» Exercise goal:
Within the entries below, count the lines that hold the string "grid" and give only that number.

» The data:
# # #

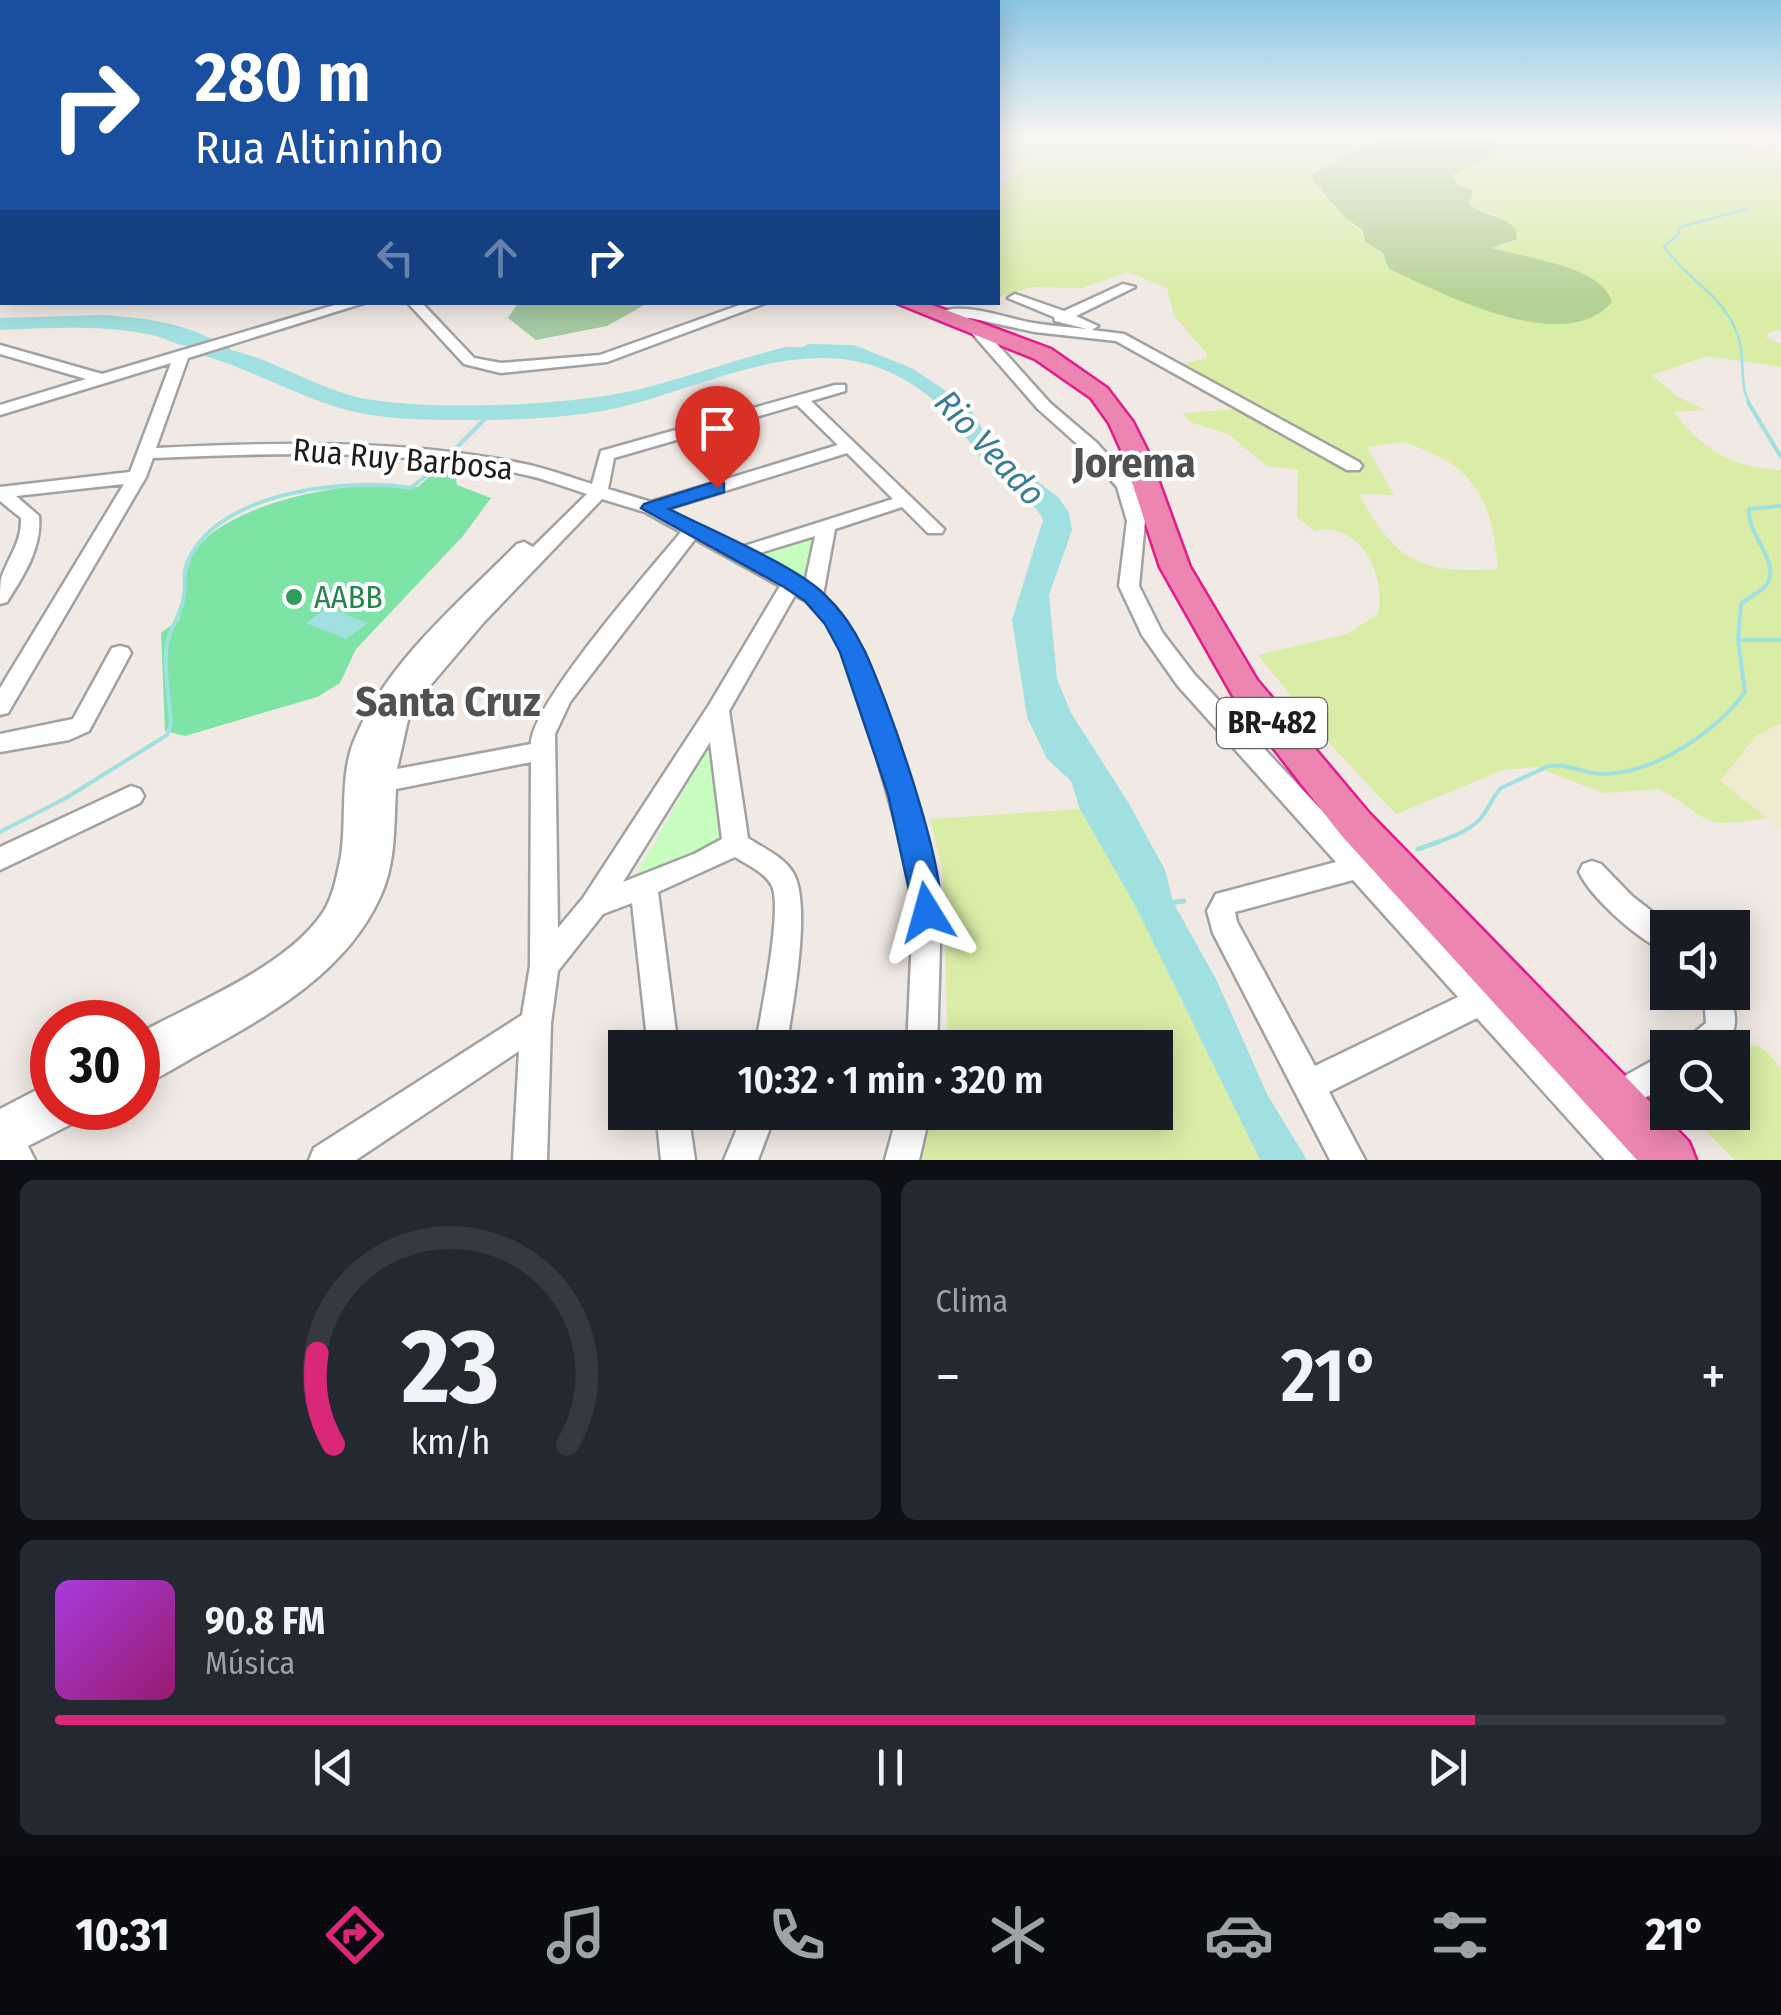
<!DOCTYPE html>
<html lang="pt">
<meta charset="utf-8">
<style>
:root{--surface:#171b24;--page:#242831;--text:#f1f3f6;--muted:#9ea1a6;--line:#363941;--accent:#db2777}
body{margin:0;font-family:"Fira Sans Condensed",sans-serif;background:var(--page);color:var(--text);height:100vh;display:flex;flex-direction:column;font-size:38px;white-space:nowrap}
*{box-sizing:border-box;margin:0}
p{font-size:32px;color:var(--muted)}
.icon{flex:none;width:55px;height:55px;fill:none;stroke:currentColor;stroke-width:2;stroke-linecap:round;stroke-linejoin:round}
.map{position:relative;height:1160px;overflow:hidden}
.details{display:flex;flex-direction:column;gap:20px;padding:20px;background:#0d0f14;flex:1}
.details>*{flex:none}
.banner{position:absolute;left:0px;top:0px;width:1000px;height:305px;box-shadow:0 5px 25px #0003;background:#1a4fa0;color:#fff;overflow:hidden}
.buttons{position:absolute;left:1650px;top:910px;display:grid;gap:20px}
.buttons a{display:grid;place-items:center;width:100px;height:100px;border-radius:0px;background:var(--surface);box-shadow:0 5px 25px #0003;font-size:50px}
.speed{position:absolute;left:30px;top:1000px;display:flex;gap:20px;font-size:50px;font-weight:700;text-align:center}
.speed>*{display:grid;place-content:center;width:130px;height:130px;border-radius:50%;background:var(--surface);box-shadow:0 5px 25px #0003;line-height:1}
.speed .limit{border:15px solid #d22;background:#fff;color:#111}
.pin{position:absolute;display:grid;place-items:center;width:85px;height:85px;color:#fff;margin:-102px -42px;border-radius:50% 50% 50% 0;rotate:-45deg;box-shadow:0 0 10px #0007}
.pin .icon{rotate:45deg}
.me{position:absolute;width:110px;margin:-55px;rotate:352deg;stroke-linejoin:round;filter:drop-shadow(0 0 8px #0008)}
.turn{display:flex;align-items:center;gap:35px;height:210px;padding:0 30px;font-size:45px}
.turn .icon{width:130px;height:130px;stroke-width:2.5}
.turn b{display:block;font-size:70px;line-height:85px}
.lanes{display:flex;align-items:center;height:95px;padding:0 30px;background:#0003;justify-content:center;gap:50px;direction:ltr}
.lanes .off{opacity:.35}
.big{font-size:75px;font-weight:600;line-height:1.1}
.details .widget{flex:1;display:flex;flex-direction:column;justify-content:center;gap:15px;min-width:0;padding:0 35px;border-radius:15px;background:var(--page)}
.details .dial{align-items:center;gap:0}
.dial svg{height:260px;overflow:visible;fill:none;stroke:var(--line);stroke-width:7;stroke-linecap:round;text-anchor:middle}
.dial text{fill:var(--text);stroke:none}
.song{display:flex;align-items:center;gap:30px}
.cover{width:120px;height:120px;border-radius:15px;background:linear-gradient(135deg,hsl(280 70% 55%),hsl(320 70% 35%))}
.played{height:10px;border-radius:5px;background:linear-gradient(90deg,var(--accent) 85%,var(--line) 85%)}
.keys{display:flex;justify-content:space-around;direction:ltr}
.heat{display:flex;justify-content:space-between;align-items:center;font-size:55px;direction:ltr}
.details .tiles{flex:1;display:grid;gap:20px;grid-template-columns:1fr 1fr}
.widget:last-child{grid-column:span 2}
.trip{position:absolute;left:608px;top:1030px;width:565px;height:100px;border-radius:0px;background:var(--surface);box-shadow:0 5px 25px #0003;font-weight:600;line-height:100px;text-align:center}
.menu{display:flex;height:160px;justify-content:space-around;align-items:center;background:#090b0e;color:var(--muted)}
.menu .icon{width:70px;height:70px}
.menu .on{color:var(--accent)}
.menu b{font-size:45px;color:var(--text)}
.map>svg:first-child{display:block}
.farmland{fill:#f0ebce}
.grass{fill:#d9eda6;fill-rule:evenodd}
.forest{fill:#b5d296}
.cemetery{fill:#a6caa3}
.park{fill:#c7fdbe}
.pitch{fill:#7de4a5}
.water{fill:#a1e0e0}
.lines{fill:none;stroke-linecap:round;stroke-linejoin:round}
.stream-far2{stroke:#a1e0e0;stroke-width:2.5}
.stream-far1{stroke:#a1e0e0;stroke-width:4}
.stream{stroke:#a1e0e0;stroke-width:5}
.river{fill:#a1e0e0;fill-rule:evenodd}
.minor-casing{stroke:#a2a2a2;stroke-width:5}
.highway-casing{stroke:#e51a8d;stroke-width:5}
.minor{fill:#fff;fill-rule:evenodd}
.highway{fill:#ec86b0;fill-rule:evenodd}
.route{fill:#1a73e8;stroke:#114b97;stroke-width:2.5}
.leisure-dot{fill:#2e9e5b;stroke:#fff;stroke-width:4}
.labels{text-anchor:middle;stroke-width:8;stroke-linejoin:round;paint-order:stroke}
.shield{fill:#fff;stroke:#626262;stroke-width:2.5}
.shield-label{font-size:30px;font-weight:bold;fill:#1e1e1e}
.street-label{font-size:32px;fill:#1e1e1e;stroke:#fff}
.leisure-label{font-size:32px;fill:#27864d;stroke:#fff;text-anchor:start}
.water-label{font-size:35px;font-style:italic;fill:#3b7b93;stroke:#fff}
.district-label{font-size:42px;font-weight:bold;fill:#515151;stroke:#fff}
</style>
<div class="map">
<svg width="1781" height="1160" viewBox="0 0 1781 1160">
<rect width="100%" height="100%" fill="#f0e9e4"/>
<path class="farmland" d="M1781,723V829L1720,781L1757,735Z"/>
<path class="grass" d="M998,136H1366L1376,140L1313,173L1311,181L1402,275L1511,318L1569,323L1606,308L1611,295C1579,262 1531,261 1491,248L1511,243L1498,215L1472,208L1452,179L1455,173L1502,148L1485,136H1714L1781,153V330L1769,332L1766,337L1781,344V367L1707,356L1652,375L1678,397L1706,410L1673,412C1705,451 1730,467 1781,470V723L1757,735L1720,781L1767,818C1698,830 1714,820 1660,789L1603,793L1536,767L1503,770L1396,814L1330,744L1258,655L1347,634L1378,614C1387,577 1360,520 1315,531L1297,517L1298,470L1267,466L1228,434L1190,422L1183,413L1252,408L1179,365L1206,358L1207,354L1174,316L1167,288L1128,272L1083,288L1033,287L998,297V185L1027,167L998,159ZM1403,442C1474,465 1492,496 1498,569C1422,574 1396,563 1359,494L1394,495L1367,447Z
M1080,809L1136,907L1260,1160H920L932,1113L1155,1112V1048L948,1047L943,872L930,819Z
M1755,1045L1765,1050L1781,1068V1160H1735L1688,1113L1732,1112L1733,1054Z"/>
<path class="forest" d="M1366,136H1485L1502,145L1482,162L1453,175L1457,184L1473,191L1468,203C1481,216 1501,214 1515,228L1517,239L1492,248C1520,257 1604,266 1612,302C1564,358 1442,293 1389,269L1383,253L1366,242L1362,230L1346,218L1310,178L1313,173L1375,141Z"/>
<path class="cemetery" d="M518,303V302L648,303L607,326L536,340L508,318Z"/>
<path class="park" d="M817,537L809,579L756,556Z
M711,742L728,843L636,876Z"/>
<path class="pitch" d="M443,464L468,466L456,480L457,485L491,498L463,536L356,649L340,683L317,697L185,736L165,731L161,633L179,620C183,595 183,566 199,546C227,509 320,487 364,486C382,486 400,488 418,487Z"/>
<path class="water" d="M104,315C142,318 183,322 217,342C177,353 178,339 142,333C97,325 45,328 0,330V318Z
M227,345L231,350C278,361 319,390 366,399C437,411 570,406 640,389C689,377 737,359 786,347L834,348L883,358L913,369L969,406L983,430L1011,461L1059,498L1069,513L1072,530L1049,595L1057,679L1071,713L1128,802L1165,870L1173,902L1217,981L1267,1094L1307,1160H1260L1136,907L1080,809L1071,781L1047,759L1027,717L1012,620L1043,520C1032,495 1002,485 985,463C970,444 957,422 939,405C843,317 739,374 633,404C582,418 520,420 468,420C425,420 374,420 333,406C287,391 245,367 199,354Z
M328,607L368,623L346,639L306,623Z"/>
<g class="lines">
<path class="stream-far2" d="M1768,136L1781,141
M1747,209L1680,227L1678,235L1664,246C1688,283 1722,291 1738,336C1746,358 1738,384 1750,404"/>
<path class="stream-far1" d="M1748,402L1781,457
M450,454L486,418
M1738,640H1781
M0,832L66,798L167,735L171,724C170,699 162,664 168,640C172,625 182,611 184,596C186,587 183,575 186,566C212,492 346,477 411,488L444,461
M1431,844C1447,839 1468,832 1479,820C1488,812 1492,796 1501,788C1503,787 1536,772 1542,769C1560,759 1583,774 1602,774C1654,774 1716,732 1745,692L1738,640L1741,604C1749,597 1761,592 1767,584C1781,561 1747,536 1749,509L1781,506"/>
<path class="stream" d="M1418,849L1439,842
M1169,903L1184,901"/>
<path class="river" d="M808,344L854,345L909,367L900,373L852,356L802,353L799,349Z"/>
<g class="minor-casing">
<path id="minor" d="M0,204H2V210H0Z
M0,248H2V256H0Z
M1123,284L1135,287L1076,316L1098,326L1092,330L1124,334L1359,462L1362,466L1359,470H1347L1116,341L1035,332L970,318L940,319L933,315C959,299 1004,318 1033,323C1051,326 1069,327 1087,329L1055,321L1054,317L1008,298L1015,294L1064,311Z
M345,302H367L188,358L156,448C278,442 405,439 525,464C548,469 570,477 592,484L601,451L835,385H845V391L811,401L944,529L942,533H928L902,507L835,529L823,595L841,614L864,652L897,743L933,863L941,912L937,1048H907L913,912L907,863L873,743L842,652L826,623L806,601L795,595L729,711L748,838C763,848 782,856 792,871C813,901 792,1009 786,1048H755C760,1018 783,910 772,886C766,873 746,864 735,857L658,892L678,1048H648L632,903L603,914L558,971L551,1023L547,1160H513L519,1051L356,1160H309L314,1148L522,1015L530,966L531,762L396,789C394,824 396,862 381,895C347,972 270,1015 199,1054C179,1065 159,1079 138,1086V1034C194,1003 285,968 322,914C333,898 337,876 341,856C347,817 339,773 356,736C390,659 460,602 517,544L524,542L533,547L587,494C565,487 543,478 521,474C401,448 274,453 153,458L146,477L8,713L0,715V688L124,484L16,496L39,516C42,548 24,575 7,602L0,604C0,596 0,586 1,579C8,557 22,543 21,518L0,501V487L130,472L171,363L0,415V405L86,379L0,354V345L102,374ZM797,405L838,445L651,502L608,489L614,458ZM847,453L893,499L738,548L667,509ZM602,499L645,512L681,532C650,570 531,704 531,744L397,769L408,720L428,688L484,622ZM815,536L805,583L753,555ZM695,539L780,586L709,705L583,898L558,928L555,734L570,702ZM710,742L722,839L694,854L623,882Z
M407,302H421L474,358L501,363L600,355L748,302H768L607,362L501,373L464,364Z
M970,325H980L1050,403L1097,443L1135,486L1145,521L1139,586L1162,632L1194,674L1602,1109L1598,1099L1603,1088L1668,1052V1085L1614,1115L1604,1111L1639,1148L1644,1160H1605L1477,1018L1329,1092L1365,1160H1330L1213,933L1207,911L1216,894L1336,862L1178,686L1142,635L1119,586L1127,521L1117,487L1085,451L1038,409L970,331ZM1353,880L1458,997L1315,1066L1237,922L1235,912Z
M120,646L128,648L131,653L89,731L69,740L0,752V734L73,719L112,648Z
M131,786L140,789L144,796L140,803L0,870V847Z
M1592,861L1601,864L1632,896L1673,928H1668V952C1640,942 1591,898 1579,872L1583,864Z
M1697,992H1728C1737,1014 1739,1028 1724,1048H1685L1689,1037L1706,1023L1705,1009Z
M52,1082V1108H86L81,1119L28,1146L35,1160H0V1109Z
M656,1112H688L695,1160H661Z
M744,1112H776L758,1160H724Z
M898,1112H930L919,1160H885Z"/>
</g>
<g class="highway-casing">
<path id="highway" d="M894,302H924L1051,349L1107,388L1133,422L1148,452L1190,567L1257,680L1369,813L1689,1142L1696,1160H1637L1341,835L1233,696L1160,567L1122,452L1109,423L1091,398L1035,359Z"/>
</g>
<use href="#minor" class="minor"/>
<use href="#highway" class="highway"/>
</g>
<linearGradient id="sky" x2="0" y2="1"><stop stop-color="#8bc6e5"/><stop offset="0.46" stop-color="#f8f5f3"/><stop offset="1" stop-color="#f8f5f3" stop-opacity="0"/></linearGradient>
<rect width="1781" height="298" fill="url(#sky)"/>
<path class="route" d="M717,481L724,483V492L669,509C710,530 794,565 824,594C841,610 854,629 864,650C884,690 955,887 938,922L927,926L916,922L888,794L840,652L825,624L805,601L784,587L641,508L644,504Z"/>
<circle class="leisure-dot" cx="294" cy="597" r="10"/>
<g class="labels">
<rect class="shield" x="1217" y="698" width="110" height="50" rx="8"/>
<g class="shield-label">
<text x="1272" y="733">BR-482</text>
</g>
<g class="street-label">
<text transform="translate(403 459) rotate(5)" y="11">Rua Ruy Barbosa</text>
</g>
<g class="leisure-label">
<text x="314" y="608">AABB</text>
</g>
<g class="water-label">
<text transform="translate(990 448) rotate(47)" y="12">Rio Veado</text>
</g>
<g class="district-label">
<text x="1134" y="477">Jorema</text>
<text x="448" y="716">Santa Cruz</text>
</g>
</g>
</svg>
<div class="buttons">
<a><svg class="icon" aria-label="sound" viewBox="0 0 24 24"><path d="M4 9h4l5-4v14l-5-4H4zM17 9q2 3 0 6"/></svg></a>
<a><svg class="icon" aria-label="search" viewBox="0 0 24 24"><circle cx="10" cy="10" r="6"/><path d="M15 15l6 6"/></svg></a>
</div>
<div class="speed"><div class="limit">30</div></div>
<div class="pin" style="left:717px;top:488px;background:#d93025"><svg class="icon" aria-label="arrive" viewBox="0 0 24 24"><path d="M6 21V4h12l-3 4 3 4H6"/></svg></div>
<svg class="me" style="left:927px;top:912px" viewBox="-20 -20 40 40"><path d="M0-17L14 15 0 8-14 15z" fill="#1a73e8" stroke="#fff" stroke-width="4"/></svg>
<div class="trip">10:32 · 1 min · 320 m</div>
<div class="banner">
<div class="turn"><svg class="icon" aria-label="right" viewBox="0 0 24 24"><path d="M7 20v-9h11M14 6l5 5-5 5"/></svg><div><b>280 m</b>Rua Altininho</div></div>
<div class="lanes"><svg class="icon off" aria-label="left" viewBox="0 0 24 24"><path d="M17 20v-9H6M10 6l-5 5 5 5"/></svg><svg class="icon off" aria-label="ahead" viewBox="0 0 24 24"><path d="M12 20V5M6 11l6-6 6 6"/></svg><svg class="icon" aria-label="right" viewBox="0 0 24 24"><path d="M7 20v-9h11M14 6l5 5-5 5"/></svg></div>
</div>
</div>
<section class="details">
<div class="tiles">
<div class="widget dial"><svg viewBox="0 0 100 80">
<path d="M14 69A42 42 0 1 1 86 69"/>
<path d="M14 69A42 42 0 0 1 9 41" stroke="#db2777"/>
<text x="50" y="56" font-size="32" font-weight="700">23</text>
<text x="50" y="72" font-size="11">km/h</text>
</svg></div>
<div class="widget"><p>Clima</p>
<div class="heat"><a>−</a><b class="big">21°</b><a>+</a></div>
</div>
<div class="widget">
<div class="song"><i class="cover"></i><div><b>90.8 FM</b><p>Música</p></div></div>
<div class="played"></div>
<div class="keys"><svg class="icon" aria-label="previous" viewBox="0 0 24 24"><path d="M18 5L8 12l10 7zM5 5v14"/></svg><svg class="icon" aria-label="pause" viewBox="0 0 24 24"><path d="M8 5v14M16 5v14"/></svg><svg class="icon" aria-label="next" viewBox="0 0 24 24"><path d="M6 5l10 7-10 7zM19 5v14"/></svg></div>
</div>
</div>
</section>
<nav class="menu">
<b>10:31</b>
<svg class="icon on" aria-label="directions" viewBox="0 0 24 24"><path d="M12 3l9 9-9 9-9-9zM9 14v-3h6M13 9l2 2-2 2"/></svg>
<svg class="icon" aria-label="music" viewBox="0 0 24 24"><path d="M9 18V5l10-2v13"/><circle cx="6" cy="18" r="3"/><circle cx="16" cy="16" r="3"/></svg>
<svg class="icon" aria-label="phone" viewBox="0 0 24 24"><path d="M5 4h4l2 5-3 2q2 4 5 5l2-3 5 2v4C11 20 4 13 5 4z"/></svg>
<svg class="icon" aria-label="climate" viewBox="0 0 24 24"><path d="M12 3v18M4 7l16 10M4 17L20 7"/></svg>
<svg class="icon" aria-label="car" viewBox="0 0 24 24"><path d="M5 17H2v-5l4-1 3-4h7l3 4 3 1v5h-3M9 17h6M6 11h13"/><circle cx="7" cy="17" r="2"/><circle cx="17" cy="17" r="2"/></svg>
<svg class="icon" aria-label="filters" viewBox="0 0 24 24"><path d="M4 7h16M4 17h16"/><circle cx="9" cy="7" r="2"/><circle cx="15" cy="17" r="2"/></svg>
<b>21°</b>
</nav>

# # #

» Reply to the task:
6